# Exercise brief
Below are the entries; output exactly the lines from the one containing "Input: one rendered" through the final line, inclusive.

# Source data
# # #

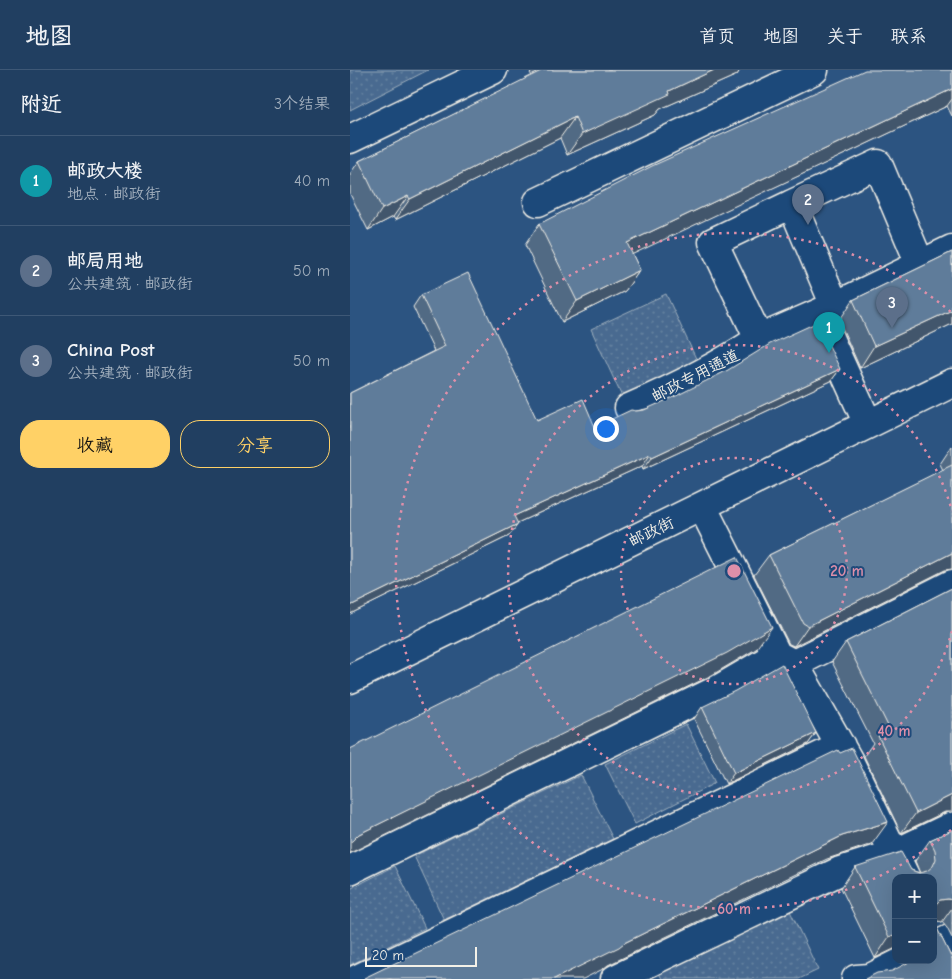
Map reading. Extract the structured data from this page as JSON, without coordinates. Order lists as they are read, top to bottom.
{
  "streets": {
    "street": ["邮政专用通道", "邮政街"]
  },
  "scale_bar": "20 m",
  "page": {
    "header": "地图",
    "nav": [
      "首页",
      "地图",
      "关于",
      "联系"
    ],
    "heading": ["附近", "3个结果"],
    "list": [
      {
        "mark": "1",
        "name": "邮政大楼",
        "note": "地点 · 邮政街",
        "value": "40 m"
      },
      {
        "mark": "2",
        "name": "邮局用地",
        "note": "公共建筑 · 邮政街",
        "value": "50 m"
      },
      {
        "mark": "3",
        "name": "China Post",
        "note": "公共建筑 · 邮政街",
        "value": "50 m"
      }
    ],
    "pins": ["2", "3", "1"],
    "buttons": ["收藏", "分享"],
    "map_buttons": ["+", "−"],
    "scale": "20 m"
  },
  "rings": ["20 m", "40 m", "60 m"]
}
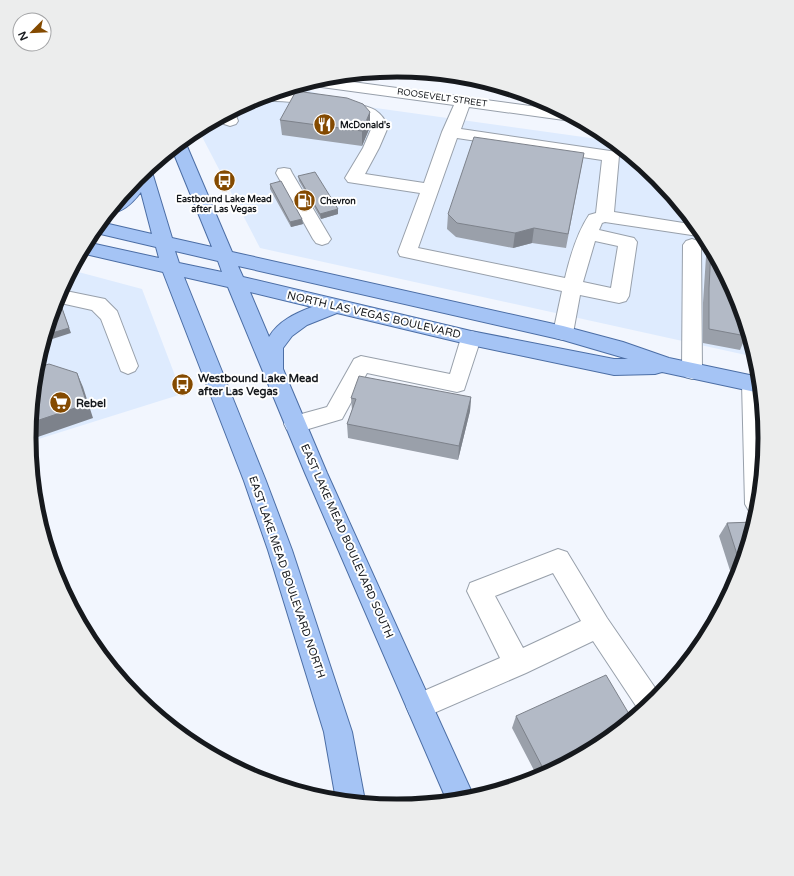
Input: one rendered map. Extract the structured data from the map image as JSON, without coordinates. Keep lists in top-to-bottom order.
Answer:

# # #

# Solution below
Input: one rendered map. Extract the structured data from the map image as JSON, without coordinates. Keep lists in top-to-bottom order.
Answer:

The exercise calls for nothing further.